Beyond traditional cytotoxic payloads, researchers are exploring novel cargo types for PRLR-targeted delivery. These include:

  • DNA-damaging agents that may synergize with defects in DNA repair pathways common in certain cancers

  • Immunomodulatory molecules that can alter the tumor microenvironment

  • Radioisotopes for theranostic applications combining imaging and therapy

  • siRNA or antisense oligonucleotides targeting complementary oncogenic pathways

Combination strategies represent another frontier for PRLR ADCs. REGN2878-DM1 has shown additive activity when combined with antiestrogen agents like fulvestrant , suggesting potential for dual targeting of hormone receptor and PRLR pathways in breast cancer. Other rational combinations being explored include:

  • Immune checkpoint inhibitors to enhance immune recognition of damaged tumor cells

  • CDK4/6 inhibitors to enhance cell cycle arrest

  • PI3K/AKT/mTOR inhibitors to block survival signaling

  • PARP inhibitors in tumors with DNA repair deficiencies

Patient selection biomarkers are crucial for the clinical translation of PRLR ADCs. PRLR is expressed at varying levels across tumors, and expression threshold levels required for ADC efficacy must be established. Researchers are developing and validating immunohistochemistry assays, RNA expression signatures, and potentially circulating biomarkers to identify patients most likely to benefit from PRLR-targeted therapies.

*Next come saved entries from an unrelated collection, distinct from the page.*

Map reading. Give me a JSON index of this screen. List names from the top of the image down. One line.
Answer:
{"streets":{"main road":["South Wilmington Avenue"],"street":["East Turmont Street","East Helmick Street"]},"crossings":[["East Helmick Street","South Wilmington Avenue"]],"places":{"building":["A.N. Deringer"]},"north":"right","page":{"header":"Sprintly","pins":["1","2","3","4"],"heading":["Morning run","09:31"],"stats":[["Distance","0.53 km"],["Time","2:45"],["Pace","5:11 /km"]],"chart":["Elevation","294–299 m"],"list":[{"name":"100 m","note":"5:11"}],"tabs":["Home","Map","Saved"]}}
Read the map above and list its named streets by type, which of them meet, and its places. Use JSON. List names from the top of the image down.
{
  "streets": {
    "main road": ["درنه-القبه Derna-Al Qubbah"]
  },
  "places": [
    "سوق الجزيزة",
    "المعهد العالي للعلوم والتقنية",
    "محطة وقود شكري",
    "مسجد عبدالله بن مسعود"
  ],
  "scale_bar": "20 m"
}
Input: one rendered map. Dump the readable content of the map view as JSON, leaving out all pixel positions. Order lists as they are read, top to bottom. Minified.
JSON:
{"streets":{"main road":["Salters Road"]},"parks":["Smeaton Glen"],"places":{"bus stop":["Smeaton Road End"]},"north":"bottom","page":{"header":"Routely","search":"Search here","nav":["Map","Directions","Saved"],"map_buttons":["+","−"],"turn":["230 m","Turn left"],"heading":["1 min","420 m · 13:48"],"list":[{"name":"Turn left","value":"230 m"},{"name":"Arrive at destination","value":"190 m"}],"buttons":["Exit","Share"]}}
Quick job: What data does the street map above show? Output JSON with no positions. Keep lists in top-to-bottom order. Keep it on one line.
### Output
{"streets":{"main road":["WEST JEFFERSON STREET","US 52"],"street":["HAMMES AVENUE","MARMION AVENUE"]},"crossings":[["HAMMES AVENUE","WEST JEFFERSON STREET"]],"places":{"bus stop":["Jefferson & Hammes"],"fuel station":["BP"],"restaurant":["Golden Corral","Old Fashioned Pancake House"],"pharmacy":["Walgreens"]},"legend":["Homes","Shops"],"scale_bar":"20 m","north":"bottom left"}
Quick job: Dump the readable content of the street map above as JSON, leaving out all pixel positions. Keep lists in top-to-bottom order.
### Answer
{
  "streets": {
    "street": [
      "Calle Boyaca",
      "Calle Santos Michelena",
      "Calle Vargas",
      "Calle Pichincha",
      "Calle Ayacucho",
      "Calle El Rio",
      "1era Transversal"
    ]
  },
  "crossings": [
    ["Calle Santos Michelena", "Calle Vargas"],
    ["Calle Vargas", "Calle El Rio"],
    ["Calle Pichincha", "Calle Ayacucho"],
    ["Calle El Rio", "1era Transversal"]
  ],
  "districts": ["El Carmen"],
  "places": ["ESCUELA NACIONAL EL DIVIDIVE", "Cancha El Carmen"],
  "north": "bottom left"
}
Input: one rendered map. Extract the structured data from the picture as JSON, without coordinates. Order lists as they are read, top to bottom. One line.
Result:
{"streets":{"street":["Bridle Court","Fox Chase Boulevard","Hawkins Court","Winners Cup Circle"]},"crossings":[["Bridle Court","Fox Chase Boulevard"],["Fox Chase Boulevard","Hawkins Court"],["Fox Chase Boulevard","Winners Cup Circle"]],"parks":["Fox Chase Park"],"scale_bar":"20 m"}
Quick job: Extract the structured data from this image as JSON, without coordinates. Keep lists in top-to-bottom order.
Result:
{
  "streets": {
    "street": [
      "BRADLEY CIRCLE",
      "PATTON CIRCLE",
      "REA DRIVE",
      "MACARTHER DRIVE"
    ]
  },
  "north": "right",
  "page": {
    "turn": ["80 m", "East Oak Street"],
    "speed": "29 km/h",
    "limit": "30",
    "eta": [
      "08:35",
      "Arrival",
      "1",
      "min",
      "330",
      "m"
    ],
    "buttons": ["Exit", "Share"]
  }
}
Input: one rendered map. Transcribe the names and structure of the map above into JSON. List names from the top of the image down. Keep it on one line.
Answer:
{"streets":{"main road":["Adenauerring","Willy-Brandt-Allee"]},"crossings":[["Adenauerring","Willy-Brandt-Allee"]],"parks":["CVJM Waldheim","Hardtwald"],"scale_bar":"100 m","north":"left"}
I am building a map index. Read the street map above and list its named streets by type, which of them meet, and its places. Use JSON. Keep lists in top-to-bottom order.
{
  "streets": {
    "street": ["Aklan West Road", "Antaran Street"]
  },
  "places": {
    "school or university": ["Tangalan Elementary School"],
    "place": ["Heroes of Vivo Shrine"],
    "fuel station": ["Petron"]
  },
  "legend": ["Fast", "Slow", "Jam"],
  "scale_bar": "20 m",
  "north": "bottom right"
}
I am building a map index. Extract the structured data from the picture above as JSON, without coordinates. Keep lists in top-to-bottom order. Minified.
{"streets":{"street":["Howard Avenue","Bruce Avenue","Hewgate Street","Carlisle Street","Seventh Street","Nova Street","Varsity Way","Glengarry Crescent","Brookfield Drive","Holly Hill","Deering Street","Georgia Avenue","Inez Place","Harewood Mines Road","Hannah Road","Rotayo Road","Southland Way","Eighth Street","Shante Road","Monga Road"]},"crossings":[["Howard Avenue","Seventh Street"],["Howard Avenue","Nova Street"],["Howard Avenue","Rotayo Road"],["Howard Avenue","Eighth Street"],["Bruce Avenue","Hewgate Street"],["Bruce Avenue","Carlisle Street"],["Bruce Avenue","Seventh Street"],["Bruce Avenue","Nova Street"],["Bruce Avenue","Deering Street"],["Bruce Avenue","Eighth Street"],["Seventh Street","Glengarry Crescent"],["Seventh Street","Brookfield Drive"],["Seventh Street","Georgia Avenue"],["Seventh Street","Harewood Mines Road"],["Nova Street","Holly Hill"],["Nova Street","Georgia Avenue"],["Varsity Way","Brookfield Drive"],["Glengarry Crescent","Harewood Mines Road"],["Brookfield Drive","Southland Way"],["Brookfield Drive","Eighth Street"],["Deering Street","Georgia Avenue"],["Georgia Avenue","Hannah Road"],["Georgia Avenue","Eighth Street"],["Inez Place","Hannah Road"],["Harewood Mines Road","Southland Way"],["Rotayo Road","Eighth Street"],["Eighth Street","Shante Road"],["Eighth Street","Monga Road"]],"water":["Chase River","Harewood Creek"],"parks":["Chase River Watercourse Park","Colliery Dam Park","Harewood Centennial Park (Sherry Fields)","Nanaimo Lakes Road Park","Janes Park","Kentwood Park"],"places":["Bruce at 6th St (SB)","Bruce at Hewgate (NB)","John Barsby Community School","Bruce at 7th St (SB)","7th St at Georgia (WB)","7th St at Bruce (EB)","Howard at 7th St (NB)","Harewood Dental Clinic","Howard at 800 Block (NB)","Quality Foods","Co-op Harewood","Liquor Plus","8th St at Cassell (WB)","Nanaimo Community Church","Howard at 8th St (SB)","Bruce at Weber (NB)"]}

The safety profile of PRLR ADCs requires careful assessment due to PRLR expression in normal tissues. While PRLR is relatively overexpressed in approximately 25% of human breast tumors, it is also expressed at low levels in normal tissues including the mammary gland . Researchers must evaluate on-target, off-tumor effects, particularly in tissues where PRLR plays important physiological roles.